Он быстро запирает дверь медпункта на крючок и достает из обшарпанного шкафчика с лекарствами толстую медицинскую бутылку с узким горлышком и розовой резиновой пробкой.

– Эдик! Многоуважаемый и прекрасный Эдик! – говорит доктор. – За этот прискорбный случай я обязан принести вам извинения от имени всего отечественного здравоохранения! И поэтому вы просто должны со мной выпить. Если же вы откажетесь, я буду считать, что мои извинения не приняты, и расценю ваш отказ как грубое проявление антисемитизма.

– Скорей наливайте, Анатолий Рувимович! – говорю я, хотя мне совершенно не хочется пить с ним спирт.

Быстро и ловко доктор ополаскивает две медицинские банки, которые обычно ставят на спину и грудь при простуде – они не имеют плоского донышка, – и сует мне в руки:

– Держите! Очень удобная посуда для выпивки. Поставить недопитую невозможно и поэтому всегда точно знаешь свою меру.

– Ой ли? – сомневаюсь я.

– Поверьте опыту. Мне сейчас пятьдесят четыре, а мой бесславный врачебный стаж насчитывает двадцать девять календарных лет. Можете себе вообразить, сколько я выпил из таких баночек?

Я живо воображаю себе большую шестидесятитонную железнодорожную цистерну с чистым медицинским спиртом и спрашиваю:

– Занюхать хоть есть чем? Или мне в буфет смотаться?

– Обижаете, сударь… – печально и гордо говорит доктор и вынимает из кармана халата завернутую в чистую марлевую салфетку четвертушку большой луковицы. – Соли, правда, нет, но она и не нужна. Это наш потрясающий узбекский сладкий лук. Вам в Москве такой и не снился! А я здесь живу всю жизнь и всю жизнь закусываю именно этим луком. Представляете?
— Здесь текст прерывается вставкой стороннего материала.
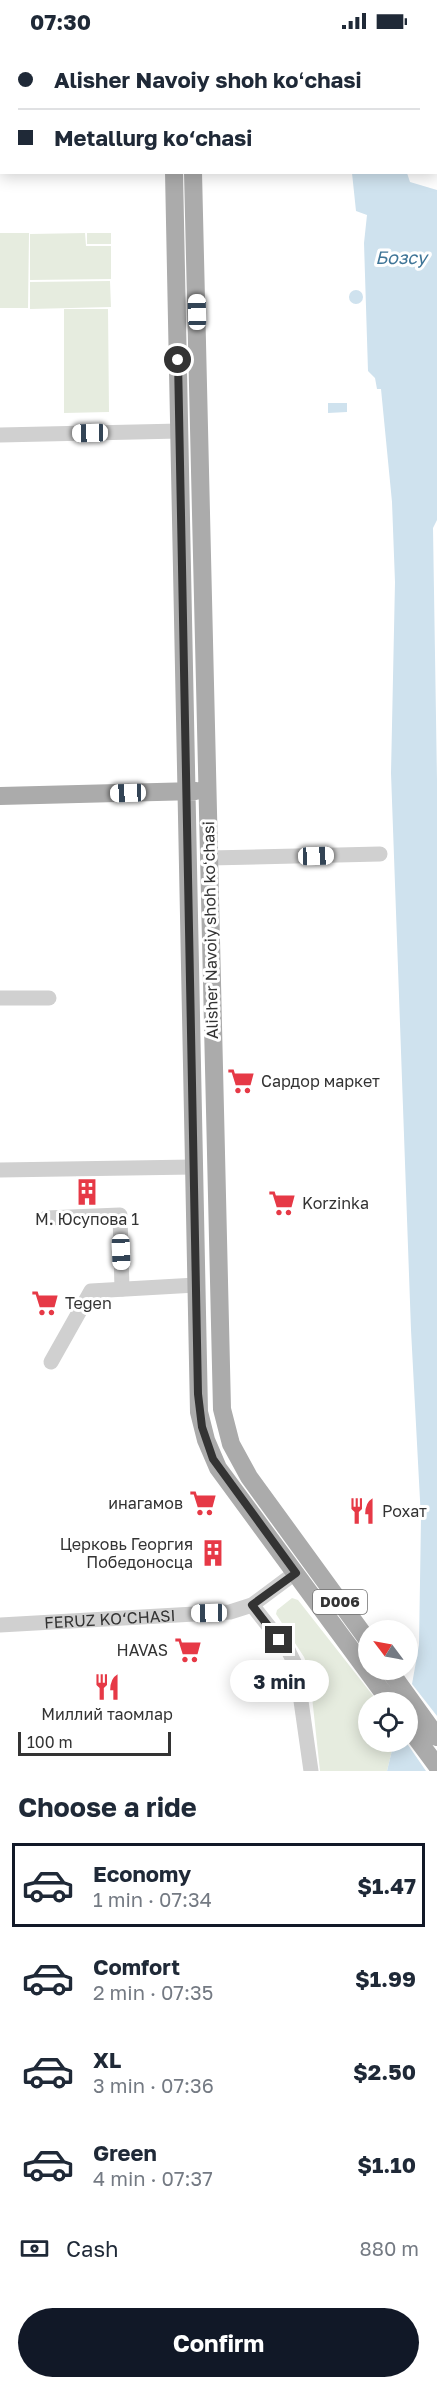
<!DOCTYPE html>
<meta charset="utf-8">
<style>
:root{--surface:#fff;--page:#f6f6f7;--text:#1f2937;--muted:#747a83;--line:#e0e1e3;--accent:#111827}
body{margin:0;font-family:"Golos Text",sans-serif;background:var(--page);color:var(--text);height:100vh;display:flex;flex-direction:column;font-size:22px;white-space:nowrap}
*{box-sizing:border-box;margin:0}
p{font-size:20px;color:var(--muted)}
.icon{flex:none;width:33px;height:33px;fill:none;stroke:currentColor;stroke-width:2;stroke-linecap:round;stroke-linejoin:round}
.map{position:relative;height:1729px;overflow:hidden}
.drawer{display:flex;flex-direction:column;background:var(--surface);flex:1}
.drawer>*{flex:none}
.banner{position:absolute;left:0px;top:0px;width:438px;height:132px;box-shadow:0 3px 15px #0003;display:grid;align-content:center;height:132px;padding:0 18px;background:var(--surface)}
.needle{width:39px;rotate:302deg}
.buttons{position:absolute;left:358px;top:1578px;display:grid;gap:12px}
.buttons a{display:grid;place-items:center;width:60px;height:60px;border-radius:50%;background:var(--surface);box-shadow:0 3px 15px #0003;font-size:30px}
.scale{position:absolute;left:18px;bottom:15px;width:153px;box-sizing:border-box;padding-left:6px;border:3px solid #333;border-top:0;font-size:16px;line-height:21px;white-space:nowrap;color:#333;-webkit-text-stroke:4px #fff;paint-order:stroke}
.end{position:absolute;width:27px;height:27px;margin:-14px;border:8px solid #333;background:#fff;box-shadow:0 0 0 3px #fff}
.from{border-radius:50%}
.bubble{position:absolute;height:42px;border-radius:21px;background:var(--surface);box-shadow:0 3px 15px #0003;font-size:20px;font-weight:700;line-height:42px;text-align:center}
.car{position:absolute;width:18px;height:36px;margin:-18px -9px;border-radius:8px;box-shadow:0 0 4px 2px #0007;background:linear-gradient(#fff 24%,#345 0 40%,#fff 0 76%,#345 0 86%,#fff 0)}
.banner b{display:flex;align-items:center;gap:21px;height:57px;font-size:22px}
.banner b+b{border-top:2px solid var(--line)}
.banner i{width:15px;height:15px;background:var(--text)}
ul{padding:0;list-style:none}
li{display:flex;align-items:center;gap:18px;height:84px;margin:0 12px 9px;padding:0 6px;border:3px solid transparent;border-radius:0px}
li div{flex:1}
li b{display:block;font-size:22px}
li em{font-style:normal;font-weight:700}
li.selected{border-color:var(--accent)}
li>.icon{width:54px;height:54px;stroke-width:1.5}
h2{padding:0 18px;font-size:27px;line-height:72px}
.pay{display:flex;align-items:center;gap:15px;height:66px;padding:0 18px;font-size:22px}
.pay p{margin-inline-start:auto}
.action{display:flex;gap:12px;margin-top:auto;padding:12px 18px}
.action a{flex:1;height:69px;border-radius:36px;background:var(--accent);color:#fff;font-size:24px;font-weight:700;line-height:69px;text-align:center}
.status{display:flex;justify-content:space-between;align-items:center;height:42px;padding:0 30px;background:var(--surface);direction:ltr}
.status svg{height:16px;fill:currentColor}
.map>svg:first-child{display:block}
.green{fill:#e6ecdf}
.water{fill:#cfe2ee}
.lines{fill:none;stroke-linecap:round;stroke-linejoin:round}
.minor{stroke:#d0d0d0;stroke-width:15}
.major{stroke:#ababab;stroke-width:18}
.route{stroke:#333;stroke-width:8}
.labels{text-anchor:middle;stroke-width:6;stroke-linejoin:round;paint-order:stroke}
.shield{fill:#fff;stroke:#707070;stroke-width:1.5}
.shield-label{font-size:15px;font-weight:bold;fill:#333}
.street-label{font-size:16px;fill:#333;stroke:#fff}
.poi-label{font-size:16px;fill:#333;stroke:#fff;text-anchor:start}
.water-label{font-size:18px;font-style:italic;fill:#3f7597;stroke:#fff}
</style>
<div class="status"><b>07:30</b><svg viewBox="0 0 49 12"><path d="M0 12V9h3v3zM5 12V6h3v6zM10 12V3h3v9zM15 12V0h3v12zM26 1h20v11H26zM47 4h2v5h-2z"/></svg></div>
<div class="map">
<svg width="437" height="1729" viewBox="0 0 437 1729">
<rect width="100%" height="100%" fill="#fff"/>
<path class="green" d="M0,191H29L28,266H0Z
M85,191L86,204H111V237L30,238V192Z
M87,191H111V202H87Z
M110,239L111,265L30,267V240Z
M64,267H108L109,370L64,371Z
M292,1556L298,1558L378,1660H369V1700H394L387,1729H320L309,1627L304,1615L276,1572L277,1568Z"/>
<path class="water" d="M352,131H407L410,140L437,148V478L433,486L437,738V1674L412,1642L419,1603L421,1477L411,1288L391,731L395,540L392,460L381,347H377L375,336L368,329L364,201L367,173L356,169Z
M349 255a7 7 0 1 1 14 0a7 7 0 1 1-14 0Z
M328,361H347V370L328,371Z
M394,1700H406L426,1729H387Z"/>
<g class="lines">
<g class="minor">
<path d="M436,2L437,1"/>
<path d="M0,393L180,389"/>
<path d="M209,816L380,812"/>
<path d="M0,956H49"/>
<path d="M0,1128L194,1125"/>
<path d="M46,1176L120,1173L122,1247"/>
<path d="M51,1320L91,1249L196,1243"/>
<path d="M252,1563L289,1610L296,1624L311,1729"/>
<path id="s1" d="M0,1583L230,1570L252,1563L295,1531"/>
</g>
<path class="major" d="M164,0V2
M185,0V2
M174,130L199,1370L206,1398L218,1426L390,1660
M193,130L222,1367L231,1402L249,1435L369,1600
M0,754L196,749
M389,1628L437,1695
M408,1685L437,1724"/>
</g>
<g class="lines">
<path class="route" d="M178,318L198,1352L202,1385L213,1417L296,1531L252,1563L279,1598"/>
</g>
<defs>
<symbol id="supermarket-bare" viewBox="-9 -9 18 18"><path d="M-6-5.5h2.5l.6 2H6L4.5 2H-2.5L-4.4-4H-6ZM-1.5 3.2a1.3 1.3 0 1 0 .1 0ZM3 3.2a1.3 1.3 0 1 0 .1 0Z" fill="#e63946" stroke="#fff" stroke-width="2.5" paint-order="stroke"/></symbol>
<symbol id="building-bare" viewBox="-9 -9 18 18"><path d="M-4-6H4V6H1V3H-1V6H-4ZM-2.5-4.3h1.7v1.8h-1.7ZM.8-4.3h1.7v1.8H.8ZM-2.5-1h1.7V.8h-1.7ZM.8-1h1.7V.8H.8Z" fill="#e63946" stroke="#fff" stroke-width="2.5" paint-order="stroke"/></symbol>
<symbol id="restaurant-bare" viewBox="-9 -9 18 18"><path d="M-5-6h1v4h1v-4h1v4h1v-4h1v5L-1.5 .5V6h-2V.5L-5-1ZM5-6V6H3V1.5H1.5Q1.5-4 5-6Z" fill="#e63946" stroke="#fff" stroke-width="2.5" paint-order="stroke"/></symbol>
</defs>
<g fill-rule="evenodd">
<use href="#supermarket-bare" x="222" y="1020" width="38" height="38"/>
<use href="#building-bare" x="68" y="1131" width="38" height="38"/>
<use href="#supermarket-bare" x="263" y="1142" width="38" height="38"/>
<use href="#supermarket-bare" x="26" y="1242" width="38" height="38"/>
<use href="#supermarket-bare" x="184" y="1442" width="38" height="38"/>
<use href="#restaurant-bare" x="343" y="1450" width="38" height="38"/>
<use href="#building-bare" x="194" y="1492" width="38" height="38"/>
<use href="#supermarket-bare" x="169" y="1589" width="38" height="38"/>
<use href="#restaurant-bare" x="88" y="1626" width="38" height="38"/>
</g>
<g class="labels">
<rect class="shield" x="313" y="1548" width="54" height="24" rx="4.5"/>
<g class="shield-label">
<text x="340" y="1565">D006</text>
</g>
<g class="street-label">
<text transform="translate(210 888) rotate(-91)" y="6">Alisher Navoiy shoh koʻchasi</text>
<text dy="6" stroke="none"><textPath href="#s1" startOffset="110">FERUZ KO‘CHASI</textPath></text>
</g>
<g class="poi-label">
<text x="261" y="1045">Сардор маркет</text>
<text x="302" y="1167">Korzinka</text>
<text x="87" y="1183" text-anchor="middle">М. Юсупова 1</text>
<text x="65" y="1267">Tegen</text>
<text x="183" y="1467" text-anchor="end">инагамов</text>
<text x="382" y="1475">Рохат</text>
<text x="193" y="1508" text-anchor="end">Церковь Георгия<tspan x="193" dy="18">Победоносца</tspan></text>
<text x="168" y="1614" text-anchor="end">HAVAS</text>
<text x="107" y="1678" text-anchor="middle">Миллий таомлар</text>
</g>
<g class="water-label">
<text x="401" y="222">Бозсу</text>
</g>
</g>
</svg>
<div class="buttons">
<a><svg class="needle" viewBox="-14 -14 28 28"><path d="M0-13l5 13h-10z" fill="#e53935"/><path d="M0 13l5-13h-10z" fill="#747a83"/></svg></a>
<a><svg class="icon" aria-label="locate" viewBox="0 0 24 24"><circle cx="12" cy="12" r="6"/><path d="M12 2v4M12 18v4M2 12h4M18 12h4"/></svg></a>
</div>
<div class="scale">100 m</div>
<i class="end from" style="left:178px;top:318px"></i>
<i class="end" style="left:279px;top:1598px"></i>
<div class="bubble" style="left:230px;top:1618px;width:99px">3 min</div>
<i class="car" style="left:197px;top:270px;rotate:359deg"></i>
<i class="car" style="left:90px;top:391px;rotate:269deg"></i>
<i class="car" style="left:128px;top:751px;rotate:268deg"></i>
<i class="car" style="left:316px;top:814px;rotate:88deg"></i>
<i class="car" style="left:121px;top:1210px;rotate:178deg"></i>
<i class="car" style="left:209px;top:1571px;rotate:269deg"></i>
<div class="banner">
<b><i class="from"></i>Alisher Navoiy shoh koʻchasi</b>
<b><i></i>Metallurg ko‘chasi</b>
</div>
</div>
<section class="drawer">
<h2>Choose a ride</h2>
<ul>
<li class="selected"><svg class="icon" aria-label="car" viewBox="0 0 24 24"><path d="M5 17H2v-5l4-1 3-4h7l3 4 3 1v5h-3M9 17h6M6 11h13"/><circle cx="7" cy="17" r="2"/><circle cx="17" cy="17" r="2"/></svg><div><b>Economy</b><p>1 min · 07:34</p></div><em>$1.47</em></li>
<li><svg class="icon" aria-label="car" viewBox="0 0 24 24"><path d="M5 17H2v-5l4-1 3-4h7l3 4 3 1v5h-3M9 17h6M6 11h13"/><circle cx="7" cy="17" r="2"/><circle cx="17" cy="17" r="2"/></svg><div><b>Comfort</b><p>2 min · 07:35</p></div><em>$1.99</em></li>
<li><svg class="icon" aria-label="car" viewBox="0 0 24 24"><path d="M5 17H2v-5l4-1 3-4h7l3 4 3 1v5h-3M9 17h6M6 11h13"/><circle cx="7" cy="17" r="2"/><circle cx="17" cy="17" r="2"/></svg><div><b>XL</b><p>3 min · 07:36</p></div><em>$2.50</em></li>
<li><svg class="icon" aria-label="car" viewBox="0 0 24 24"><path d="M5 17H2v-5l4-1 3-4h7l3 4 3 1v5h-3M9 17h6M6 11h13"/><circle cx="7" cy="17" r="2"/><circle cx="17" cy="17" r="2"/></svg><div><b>Green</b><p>4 min · 07:37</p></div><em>$1.10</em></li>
</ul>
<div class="pay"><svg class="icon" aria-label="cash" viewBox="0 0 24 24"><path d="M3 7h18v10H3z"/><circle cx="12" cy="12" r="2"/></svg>Cash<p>880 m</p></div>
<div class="action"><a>Confirm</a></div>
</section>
Тут я снова представляю себе цистерну со спиртом, но уже на фоне гигантской горы из узбекских луковиц. Вершина горы покрыта нетающими снегами и уходит в ярко-синее узбекское небо… И говорю:

– Наливайте, доктор. Не затягивайте процесс.

Доктор наливает в баночки чуть ли не до краев, бережно ставит бутылку на стол и осторожно берет у меня из руки баночку.

– Вы мне всегда были очень симпатичны, Эдик. Будьте здоровы! – И, закрыв глаза, доктор медленно выцеживает всю баночку.

Я свою опрокидываю залпом и тут же перестаю дышать. Доктор с грустным и слегка презрительным любопытством наблюдает за тем, как я судорожно пытаюсь вдохнуть, и кисло замечает:

– Ну кто так пьет спирт? Какая-то чудовищная профанация!

Наконец я получаю возможность перевести дух и набрасываюсь на луковицу.

– Кстати, – говорит доктор, закуривая сигарету. – А зачем вам, москвичу, нужно было ездить в Ленинград за гонореей? Да еще в Военно-медицинскую академию?

Честно признаться, когда я с небрежной лихостью упомянул про «свой последний трепак», я сказал доктору всего лишь половину правды. «Последний» триппер был у меня Первым и Единственным.

– Ах, доктор… – туманно говорю я и подставляю свою баночку. – Наливайте!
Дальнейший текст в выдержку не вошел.